October 10, 2014
Crisp, starched khaki boxes my shoulders’
arch. Anglo women stare.
“He’s beautiful.” Anita glares.
I wink and laugh to reassure her.
“It’s just the uniform.” More honestly:
she pays a price for my army pay.
Such honesty’s unwelcome now.
Her jealousy’s gesture signals
love. Her worry isn’t really real.
She thinks I’m used to playing manikin
equally in boots or moccasins.
Certainly, I dress the soldier’s part,
defend the white man’s world as if
it were my own, allow my wife
to dream white women envy her.
But when I wear headdress and war
paint for a festival, when tourists crowd
the pueblo crowing in delight, in which
world do my eagle feathers pinion me?
Anita readily admits Los Alamos
is ugly, but she likes our hutment’s ice
box. She extols the fresh linoleum.
In San Ildefonso, Mother favors
her mud oven’s vagaries above
the evenness of an electric stove.
She will not buy her clay. She stacks
old license plates and army mess trays
around an iron grill to make a kiln.
Under her hands time sits still.
Up on the Hill Hans Bethe hopes
to stretch the RaLa sitting time
to milliseconds. I hammer sheets
of copper for the pit mockup.
Oppie stops in to observe. His eyes
pace like a skittish filly before
he gallops off to check Omega.
Some days I feel his restlessness.
Then, when Anita and Hans can spare me,
I ride north along the Rio Grande
to Santa Clara where I gather
the volcanic ash for flux that Mother
calls “blue sand.” Back home, we sit
outside her door and mix clay slips
or cut kajepes if the gourds are dry.
When I ask her why she signs her name
“Marie,” she says, “That’s how the Anglos
know me: now ‘Maria’ sounds
like someone else.” “Poveka” is lovelier,
though habit turns all things to English,
and “Pond Lily”’s not her, either.
She understands we serve a larger
thing: something that makes us
strong—or, if we fight it, breaks us.
It might be called community.
But which is mine: the pueblo or
Los Alamos? The mother I’ve been given
or the wife I chose? How can I bear
a Spanish name and speak in English
yet keep my Tewa soul? I need
the red fox, luck. Patient, clever.
I hammer copper, grind new bearings
for the Van de Graaff.
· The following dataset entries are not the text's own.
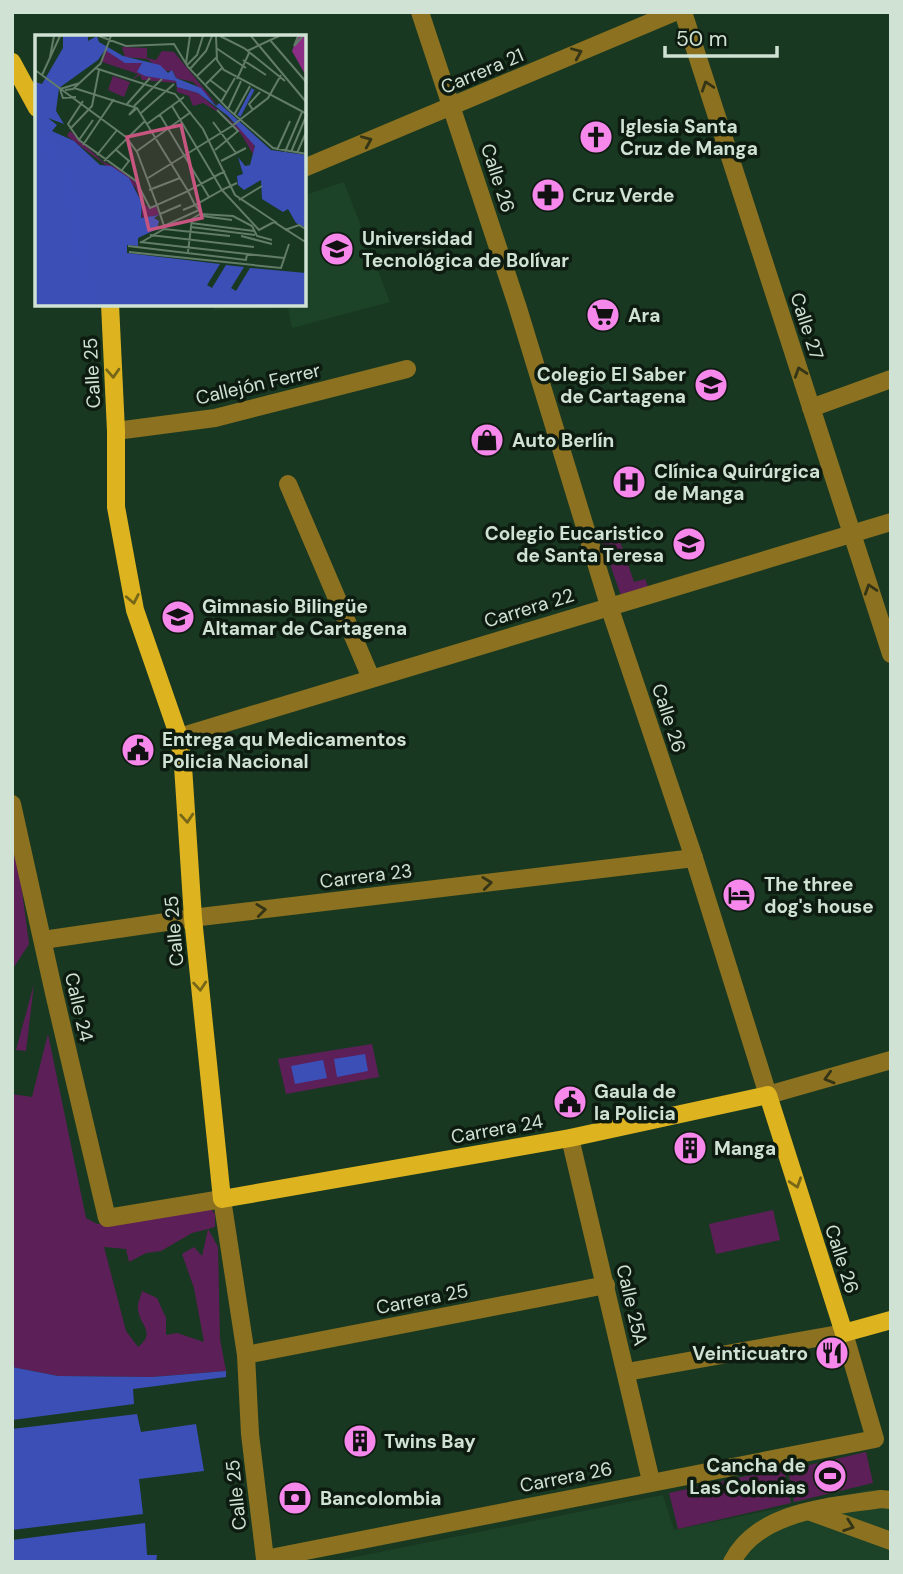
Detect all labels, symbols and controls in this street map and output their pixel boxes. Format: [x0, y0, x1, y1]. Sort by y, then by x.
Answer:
scale bar [665, 14, 777, 58]
text: 50 m [676, 25, 727, 53]
inset map [35, 35, 306, 306]
street label: Carrera 21 [437, 42, 527, 100]
one-way arrow [571, 48, 583, 62]
one-way arrow [701, 80, 715, 92]
place label: Iglesia Santa Cruz de Manga [620, 114, 758, 161]
church icon: Iglesia Santa Cruz de Manga [577, 118, 615, 156]
one-way arrow [360, 135, 373, 149]
street label: Calle 26 [475, 140, 521, 216]
pharmacy icon: Cruz Verde [529, 176, 567, 214]
place label: Cruz Verde [572, 183, 675, 208]
place label: Universidad Tecnológica de Bolívar [362, 226, 569, 273]
school or university icon: Universidad Tecnológica de Bolívar [318, 230, 356, 268]
street label: Calle 27 [784, 289, 830, 363]
supermarket icon: Ara [584, 296, 622, 334]
place label: Ara [628, 303, 660, 328]
street label: Calle 25 [78, 337, 106, 409]
street label: Callejón Ferrer [193, 358, 323, 410]
place label: Colegio El Saber de Cartagena [537, 362, 686, 409]
school or university icon: Colegio El Saber de Cartagena [692, 366, 730, 404]
one-way arrow [106, 367, 121, 378]
one-way arrow [793, 367, 808, 379]
shop icon: Auto Berlín [468, 421, 506, 459]
place label: Auto Berlín [512, 428, 614, 453]
place label: Clínica Quirúrgica de Manga [654, 459, 820, 506]
hospital icon: Clínica Quirúrgica de Manga [610, 463, 648, 501]
place label: Colegio Eucaristico de Santa Teresa [485, 521, 664, 568]
school or university icon: Colegio Eucaristico de Santa Teresa [670, 525, 708, 563]
street label: Carrera 22 [481, 582, 577, 634]
one-way arrow [864, 583, 878, 595]
one-way arrow [124, 593, 139, 605]
place label: Gimnasio Bilingüe Altamar de Cartagena [202, 594, 407, 641]
school or university icon: Gimnasio Bilingüe Altamar de Cartagena [159, 598, 197, 636]
street label: Calle 26 [646, 680, 692, 756]
place label: Entrega qu Medicamentos Policia Nacional [162, 727, 407, 774]
public building icon: Entrega qu Medicamentos Policia Nacional [119, 731, 157, 769]
one-way arrow [179, 813, 194, 824]
street label: Carrera 23 [318, 858, 414, 894]
place label: The three dog's house [764, 872, 874, 919]
one-way arrow [481, 875, 493, 890]
hotel icon: The three dog's house [720, 876, 758, 914]
street label: Calle 25 [158, 895, 190, 967]
one-way arrow [255, 902, 267, 917]
street label: Calle 24 [59, 970, 99, 1044]
one-way arrow [192, 981, 207, 992]
one-way arrow [823, 1069, 835, 1084]
place label: Gaula de la Policia [594, 1079, 676, 1126]
public building icon: Gaula de la Policia [551, 1083, 589, 1121]
street label: Carrera 24 [449, 1109, 545, 1149]
building icon: Manga [671, 1129, 709, 1167]
place label: Manga [714, 1136, 776, 1161]
one-way arrow [788, 1177, 802, 1189]
street label: Calle 26 [819, 1221, 865, 1297]
street label: Calle 25A [611, 1262, 654, 1348]
street label: Carrera 25 [374, 1278, 470, 1320]
restaurant icon: Veinticuatro [813, 1334, 851, 1372]
place label: Veinticuatro [692, 1341, 808, 1366]
building icon: Twins Bay [341, 1422, 379, 1460]
place label: Twins Bay [384, 1429, 476, 1454]
place label: Cancha de Las Colonias [689, 1453, 806, 1500]
street label: Carrera 26 [518, 1456, 614, 1498]
sports icon: Cancha de Las Colonias [811, 1457, 849, 1495]
street label: Calle 25 [220, 1458, 252, 1532]
bank icon: Bancolombia [276, 1479, 314, 1517]
place label: Bancolombia [320, 1486, 441, 1511]
one-way arrow [843, 1518, 855, 1532]

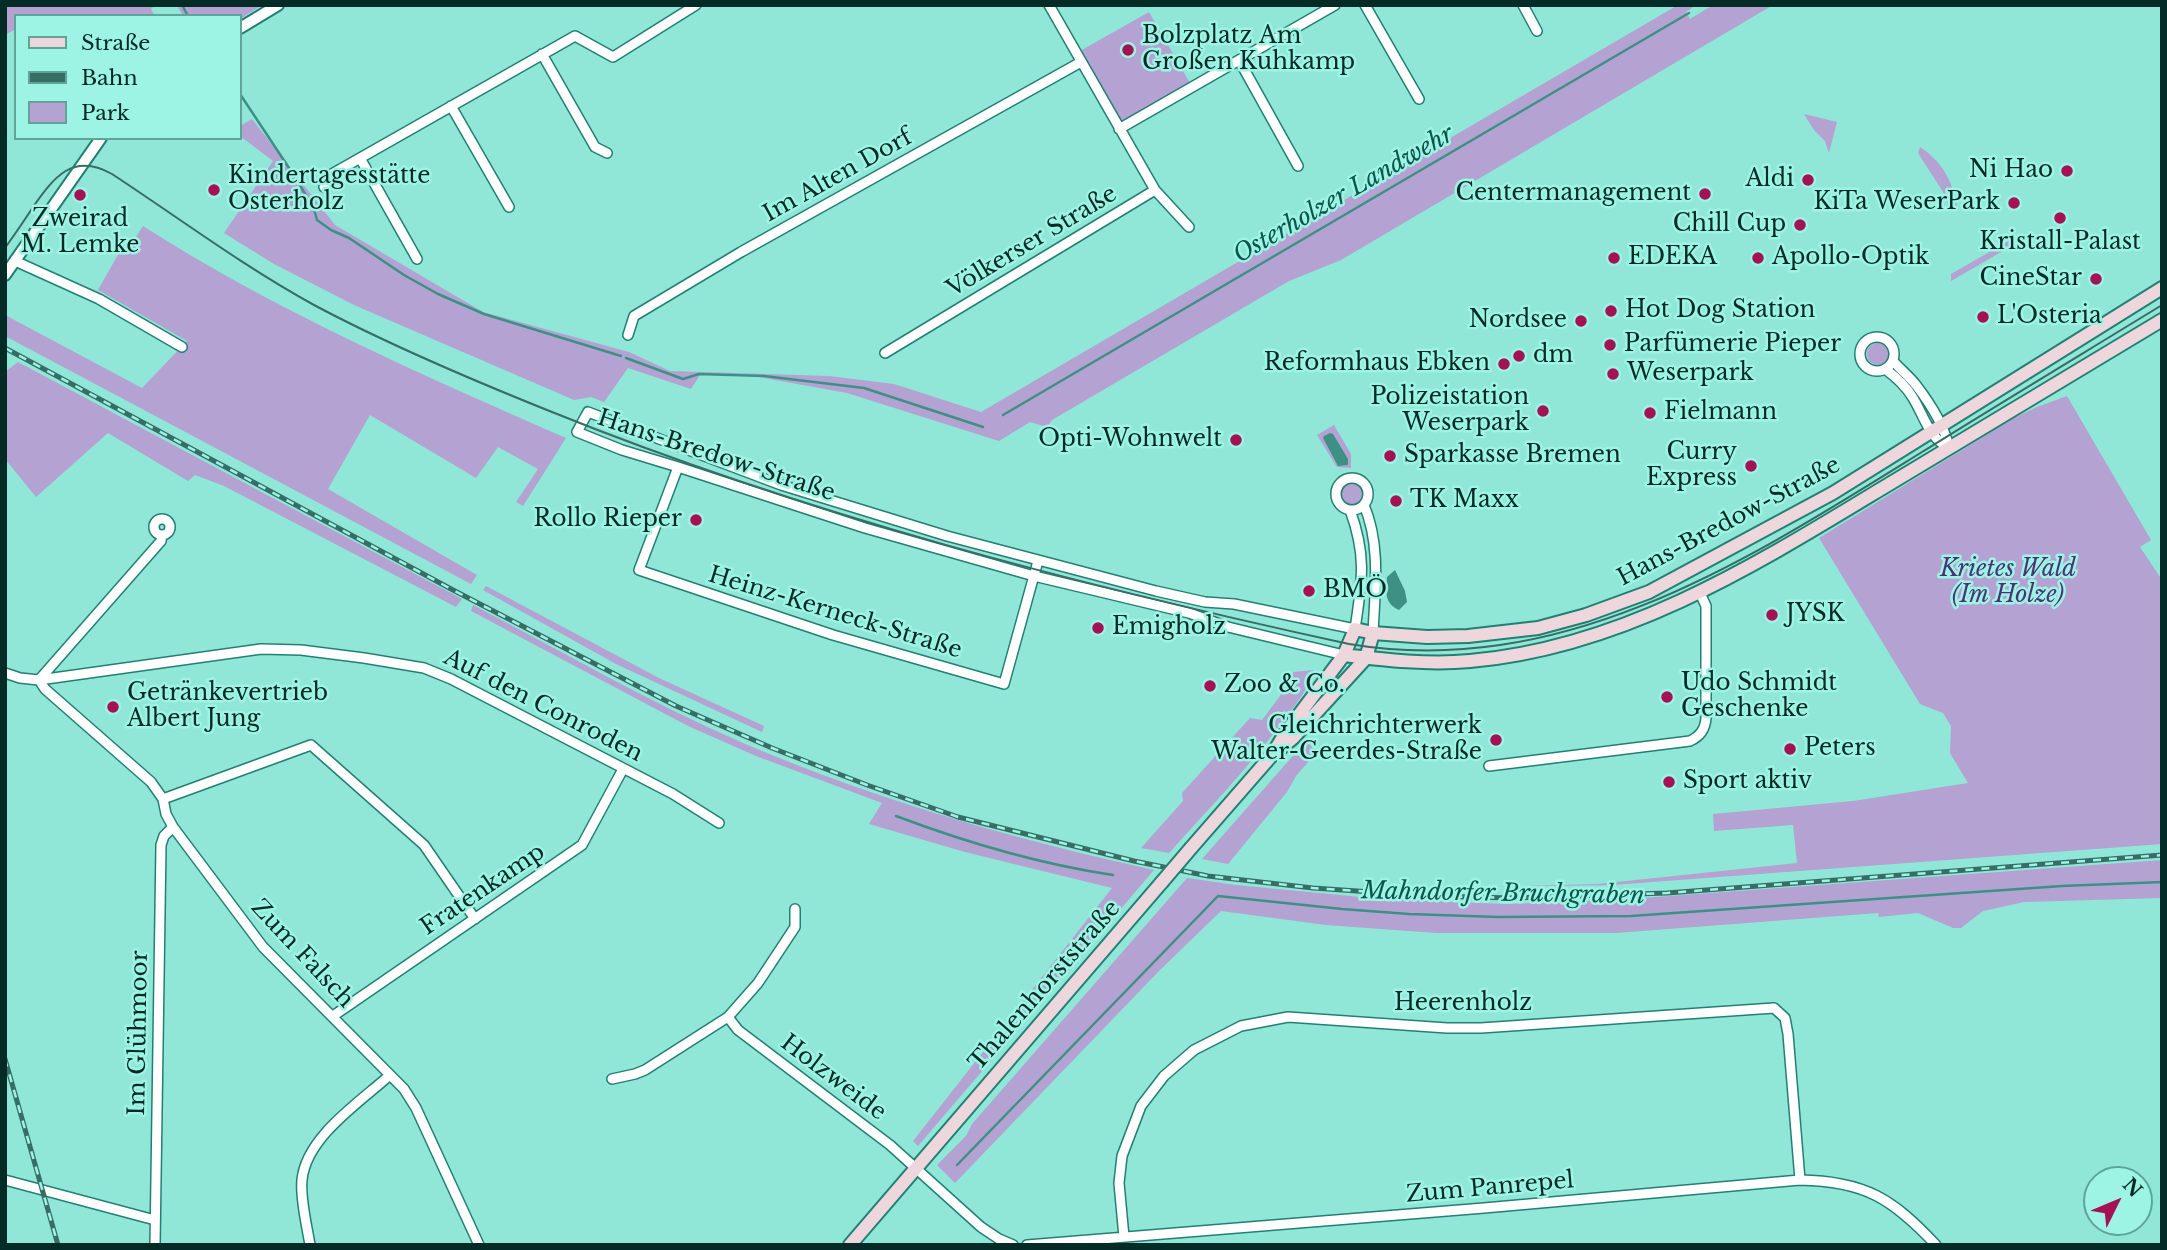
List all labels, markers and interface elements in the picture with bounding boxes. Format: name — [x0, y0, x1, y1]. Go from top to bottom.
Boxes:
legend — [14, 14, 242, 140]
place label: Bolzplatz Am Großen Kuhkamp — [1142, 23, 1355, 77]
text: Straße — [81, 30, 150, 56]
marker: Bolzplatz Am Großen Kuhkamp — [1120, 42, 1136, 58]
text: Bahn — [81, 65, 138, 91]
text: Park — [81, 100, 130, 126]
water label: Osterholzer Landwehr — [1229, 120, 1459, 270]
street label: Im Alten Dorf — [759, 124, 917, 228]
place label: Ni Hao — [1969, 157, 2053, 185]
place label: Kindertagesstätte Osterholz — [228, 163, 430, 217]
marker: Ni Hao — [2059, 163, 2075, 179]
place label: Aldi — [1745, 166, 1794, 194]
marker: Aldi — [1800, 172, 1816, 188]
street label: Völkerser Straße — [942, 180, 1122, 304]
place label: Centermanagement — [1455, 180, 1691, 208]
marker: Kindertagesstätte Osterholz — [206, 182, 222, 198]
marker: Centermanagement — [1697, 186, 1713, 202]
marker: Zweirad M. Lemke — [72, 187, 88, 203]
place label: KiTa WeserPark — [1814, 189, 2000, 217]
marker: KiTa WeserPark — [2006, 195, 2022, 211]
place label: Zweirad M. Lemke — [21, 206, 139, 260]
marker: Kristall-Palast — [2052, 210, 2068, 226]
place label: Chill Cup — [1673, 211, 1786, 239]
marker: Chill Cup — [1792, 217, 1808, 233]
place label: Kristall-Palast — [1979, 229, 2141, 257]
place label: EDEKA — [1628, 244, 1717, 272]
place label: Apollo-Optik — [1772, 244, 1929, 272]
marker: EDEKA — [1606, 250, 1622, 266]
marker: Apollo-Optik — [1750, 250, 1766, 266]
place label: CineStar — [1980, 265, 2082, 293]
marker: CineStar — [2088, 271, 2104, 287]
place label: Hot Dog Station — [1625, 297, 1815, 325]
marker: Hot Dog Station — [1603, 303, 1619, 319]
place label: L'Osteria — [1997, 303, 2102, 331]
place label: Nordsee — [1469, 307, 1567, 335]
marker: L'Osteria — [1975, 309, 1991, 325]
marker: Nordsee — [1573, 313, 1589, 329]
place label: Parfümerie Pieper — [1624, 331, 1841, 359]
marker: Parfümerie Pieper — [1602, 337, 1618, 353]
place label: dm — [1533, 342, 1573, 370]
marker: dm — [1511, 348, 1527, 364]
place label: Reformhaus Ebken — [1264, 350, 1490, 378]
marker: Reformhaus Ebken — [1496, 356, 1512, 372]
place label: Weserpark — [1627, 360, 1754, 388]
marker: Weserpark — [1605, 366, 1621, 382]
place label: Polizeistation Weserpark — [1370, 384, 1529, 438]
place label: Fielmann — [1664, 399, 1777, 427]
marker: Polizeistation Weserpark — [1535, 403, 1551, 419]
street label: Hans-Bredow-Straße — [594, 405, 838, 507]
marker: Fielmann — [1642, 405, 1658, 421]
place label: Opti-Wohnwelt — [1038, 426, 1222, 454]
marker: Opti-Wohnwelt — [1228, 432, 1244, 448]
place label: Curry Express — [1646, 439, 1737, 493]
place label: Sparkasse Bremen — [1404, 442, 1621, 470]
marker: Sparkasse Bremen — [1382, 448, 1398, 464]
street label: Hans-Bredow-Straße — [1613, 452, 1845, 592]
marker: Curry Express — [1743, 458, 1759, 474]
place label: TK Maxx — [1410, 487, 1519, 515]
marker: TK Maxx — [1388, 493, 1404, 509]
place label: Rollo Rieper — [534, 506, 682, 534]
marker: Rollo Rieper — [688, 512, 704, 528]
park label: Krietes Wald (Im Holze) — [1940, 556, 2076, 610]
street label: Heinz-Kerneck-Straße — [705, 561, 965, 665]
place label: BMÖ — [1323, 577, 1387, 605]
marker: BMÖ — [1301, 583, 1317, 599]
place label: JYSK — [1786, 601, 1844, 629]
marker: JYSK — [1764, 607, 1780, 623]
place label: Emigholz — [1112, 614, 1226, 642]
marker: Emigholz — [1090, 620, 1106, 636]
street label: Auf den Conroden — [439, 644, 647, 768]
place label: Udo Schmidt Geschenke — [1681, 670, 1837, 724]
place label: Zoo & Co. — [1224, 672, 1345, 700]
marker: Zoo & Co. — [1202, 678, 1218, 694]
place label: Getränkevertrieb Albert Jung — [127, 680, 328, 734]
marker: Udo Schmidt Geschenke — [1659, 689, 1675, 705]
marker: Getränkevertrieb Albert Jung — [105, 699, 121, 715]
place label: Gleichrichterwerk Walter-Geerdes-Straße — [1211, 713, 1482, 767]
marker: Gleichrichterwerk Walter-Geerdes-Straße — [1488, 732, 1504, 748]
place label: Peters — [1804, 735, 1876, 763]
marker: Peters — [1782, 741, 1798, 757]
place label: Sport aktiv — [1683, 768, 1812, 796]
marker: Sport aktiv — [1661, 774, 1677, 790]
street label: Fratenkamp — [416, 838, 550, 942]
water label: Mahndorfer Bruchgraben — [1361, 877, 1645, 911]
street label: Zum Falsch — [245, 894, 359, 1014]
street label: Thalenhorststraße — [964, 895, 1126, 1077]
street label: Im Glühmoor — [124, 950, 154, 1116]
street label: Heerenholz — [1394, 990, 1532, 1018]
street label: Holzweide — [775, 1029, 891, 1127]
north arrow — [2083, 1166, 2153, 1236]
street label: Zum Panrepel — [1405, 1167, 1575, 1209]
text: N — [2118, 1173, 2147, 1202]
In October
I return to dance the harvest festival,
help Mother dig and sieve her clay.
She offers cornmeal for the earth’s blessing;
we fill a dozen flour sacks to last
the year. Her pots are always waiting,
some signed Marie and others Poh’ve’ka,
Marie/Popovi, or Maria Poveka.
I stack the logs, pour kerosene,
and layer dung chips at the edges.
After they bake, I smother the pile
with ash and fine, dry horse manure
and let it smoke an hour. As Mother
pulls the kiln apart, I look
to see which names survived the fire.